%%
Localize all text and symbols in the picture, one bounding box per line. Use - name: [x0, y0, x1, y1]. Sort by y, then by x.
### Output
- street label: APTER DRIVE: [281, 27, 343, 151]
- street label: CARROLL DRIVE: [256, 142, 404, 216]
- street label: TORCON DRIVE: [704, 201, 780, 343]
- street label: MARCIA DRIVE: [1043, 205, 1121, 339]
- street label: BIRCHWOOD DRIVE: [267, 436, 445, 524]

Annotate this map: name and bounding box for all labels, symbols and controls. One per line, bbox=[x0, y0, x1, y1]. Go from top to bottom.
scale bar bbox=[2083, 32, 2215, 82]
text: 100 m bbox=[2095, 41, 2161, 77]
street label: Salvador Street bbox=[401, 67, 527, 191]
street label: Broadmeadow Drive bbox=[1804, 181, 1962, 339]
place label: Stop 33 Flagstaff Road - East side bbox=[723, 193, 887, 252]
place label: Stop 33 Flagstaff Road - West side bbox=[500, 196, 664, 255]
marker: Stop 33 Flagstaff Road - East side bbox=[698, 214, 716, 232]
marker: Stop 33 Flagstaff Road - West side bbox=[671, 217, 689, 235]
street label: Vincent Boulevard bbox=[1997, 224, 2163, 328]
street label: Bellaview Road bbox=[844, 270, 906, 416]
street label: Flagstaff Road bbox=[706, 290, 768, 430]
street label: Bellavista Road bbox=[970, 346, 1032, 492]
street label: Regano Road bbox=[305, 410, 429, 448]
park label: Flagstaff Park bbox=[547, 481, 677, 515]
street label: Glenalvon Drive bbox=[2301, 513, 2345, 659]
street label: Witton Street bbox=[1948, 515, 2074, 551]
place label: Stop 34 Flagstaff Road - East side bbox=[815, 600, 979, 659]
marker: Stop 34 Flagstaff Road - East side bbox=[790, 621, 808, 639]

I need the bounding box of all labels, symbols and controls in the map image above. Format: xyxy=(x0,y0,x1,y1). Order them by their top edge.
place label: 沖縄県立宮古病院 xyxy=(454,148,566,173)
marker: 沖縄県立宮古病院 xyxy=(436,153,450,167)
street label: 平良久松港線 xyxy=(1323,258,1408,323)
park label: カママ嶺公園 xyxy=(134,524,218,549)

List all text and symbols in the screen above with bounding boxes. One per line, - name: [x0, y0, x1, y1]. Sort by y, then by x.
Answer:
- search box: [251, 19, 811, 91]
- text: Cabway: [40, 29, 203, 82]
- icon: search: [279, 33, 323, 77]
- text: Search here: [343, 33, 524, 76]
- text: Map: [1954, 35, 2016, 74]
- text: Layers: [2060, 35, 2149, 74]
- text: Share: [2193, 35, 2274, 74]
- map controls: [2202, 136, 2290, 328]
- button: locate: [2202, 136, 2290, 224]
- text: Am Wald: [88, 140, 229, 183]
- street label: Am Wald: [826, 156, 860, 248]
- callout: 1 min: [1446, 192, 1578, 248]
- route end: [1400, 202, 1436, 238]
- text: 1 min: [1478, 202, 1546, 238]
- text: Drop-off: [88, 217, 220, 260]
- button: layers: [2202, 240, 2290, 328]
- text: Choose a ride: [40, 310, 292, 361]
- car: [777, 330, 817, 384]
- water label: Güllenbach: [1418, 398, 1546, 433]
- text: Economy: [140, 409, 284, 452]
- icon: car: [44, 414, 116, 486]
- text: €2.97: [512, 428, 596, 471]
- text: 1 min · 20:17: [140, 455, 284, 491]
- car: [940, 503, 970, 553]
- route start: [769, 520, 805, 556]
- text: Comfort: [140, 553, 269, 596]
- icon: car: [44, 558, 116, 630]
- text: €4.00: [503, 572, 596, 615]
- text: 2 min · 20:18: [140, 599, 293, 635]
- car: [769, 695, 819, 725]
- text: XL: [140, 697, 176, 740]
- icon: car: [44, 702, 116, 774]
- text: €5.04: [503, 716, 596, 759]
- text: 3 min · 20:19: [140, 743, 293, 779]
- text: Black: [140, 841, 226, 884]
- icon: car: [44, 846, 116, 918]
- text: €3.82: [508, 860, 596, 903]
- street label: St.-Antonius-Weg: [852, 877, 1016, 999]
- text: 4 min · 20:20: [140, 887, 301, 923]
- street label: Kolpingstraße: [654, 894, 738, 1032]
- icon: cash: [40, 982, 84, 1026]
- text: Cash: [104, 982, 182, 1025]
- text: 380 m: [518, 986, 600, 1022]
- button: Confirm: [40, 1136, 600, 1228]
%%
*AIM OF THE TASK:* Transcribe the records above with every character unchanged.

*ANSWER SECTION:*
Localize all text and symbols in the picture, one bounding box per line. Use - name: [x0, y0, x1, y1]. Sort by y, then by x.
### Output
- street label: APTER DRIVE: [281, 27, 343, 151]
- street label: CARROLL DRIVE: [256, 142, 404, 216]
- street label: TORCON DRIVE: [704, 201, 780, 343]
- street label: MARCIA DRIVE: [1043, 205, 1121, 339]
- street label: BIRCHWOOD DRIVE: [267, 436, 445, 524]

Annotate this map: name and bounding box for all labels, symbols and controls. One per line, bbox=[x0, y0, x1, y1]. Go from top to bottom.
scale bar bbox=[2083, 32, 2215, 82]
text: 100 m bbox=[2095, 41, 2161, 77]
street label: Salvador Street bbox=[401, 67, 527, 191]
street label: Broadmeadow Drive bbox=[1804, 181, 1962, 339]
place label: Stop 33 Flagstaff Road - East side bbox=[723, 193, 887, 252]
place label: Stop 33 Flagstaff Road - West side bbox=[500, 196, 664, 255]
marker: Stop 33 Flagstaff Road - East side bbox=[698, 214, 716, 232]
marker: Stop 33 Flagstaff Road - West side bbox=[671, 217, 689, 235]
street label: Vincent Boulevard bbox=[1997, 224, 2163, 328]
street label: Bellaview Road bbox=[844, 270, 906, 416]
street label: Flagstaff Road bbox=[706, 290, 768, 430]
street label: Bellavista Road bbox=[970, 346, 1032, 492]
street label: Regano Road bbox=[305, 410, 429, 448]
park label: Flagstaff Park bbox=[547, 481, 677, 515]
street label: Glenalvon Drive bbox=[2301, 513, 2345, 659]
street label: Witton Street bbox=[1948, 515, 2074, 551]
place label: Stop 34 Flagstaff Road - East side bbox=[815, 600, 979, 659]
marker: Stop 34 Flagstaff Road - East side bbox=[790, 621, 808, 639]

I need the bounding box of all labels, symbols and controls in the map image above. Format: xyxy=(x0,y0,x1,y1). Order them by their top edge.
place label: 沖縄県立宮古病院 xyxy=(454,148,566,173)
marker: 沖縄県立宮古病院 xyxy=(436,153,450,167)
street label: 平良久松港線 xyxy=(1323,258,1408,323)
park label: カママ嶺公園 xyxy=(134,524,218,549)

List all text and symbols in the screen above with bounding boxes. One per line, - name: [x0, y0, x1, y1]. Sort by y, then by x.
Answer:
- search box: [251, 19, 811, 91]
- text: Cabway: [40, 29, 203, 82]
- icon: search: [279, 33, 323, 77]
- text: Search here: [343, 33, 524, 76]
- text: Map: [1954, 35, 2016, 74]
- text: Layers: [2060, 35, 2149, 74]
- text: Share: [2193, 35, 2274, 74]
- map controls: [2202, 136, 2290, 328]
- button: locate: [2202, 136, 2290, 224]
- text: Am Wald: [88, 140, 229, 183]
- street label: Am Wald: [826, 156, 860, 248]
- callout: 1 min: [1446, 192, 1578, 248]
- route end: [1400, 202, 1436, 238]
- text: 1 min: [1478, 202, 1546, 238]
- text: Drop-off: [88, 217, 220, 260]
- button: layers: [2202, 240, 2290, 328]
- text: Choose a ride: [40, 310, 292, 361]
- car: [777, 330, 817, 384]
- water label: Güllenbach: [1418, 398, 1546, 433]
- text: Economy: [140, 409, 284, 452]
- icon: car: [44, 414, 116, 486]
- text: €2.97: [512, 428, 596, 471]
- text: 1 min · 20:17: [140, 455, 284, 491]
- car: [940, 503, 970, 553]
- route start: [769, 520, 805, 556]
- text: Comfort: [140, 553, 269, 596]
- icon: car: [44, 558, 116, 630]
- text: €4.00: [503, 572, 596, 615]
- text: 2 min · 20:18: [140, 599, 293, 635]
- car: [769, 695, 819, 725]
- text: XL: [140, 697, 176, 740]
- icon: car: [44, 702, 116, 774]
- text: €5.04: [503, 716, 596, 759]
- text: 3 min · 20:19: [140, 743, 293, 779]
- text: Black: [140, 841, 226, 884]
- icon: car: [44, 846, 116, 918]
- text: €3.82: [508, 860, 596, 903]
- street label: St.-Antonius-Weg: [852, 877, 1016, 999]
- text: 4 min · 20:20: [140, 887, 301, 923]
- street label: Kolpingstraße: [654, 894, 738, 1032]
- icon: cash: [40, 982, 84, 1026]
- text: Cash: [104, 982, 182, 1025]
- text: 380 m: [518, 986, 600, 1022]
- button: Confirm: [40, 1136, 600, 1228]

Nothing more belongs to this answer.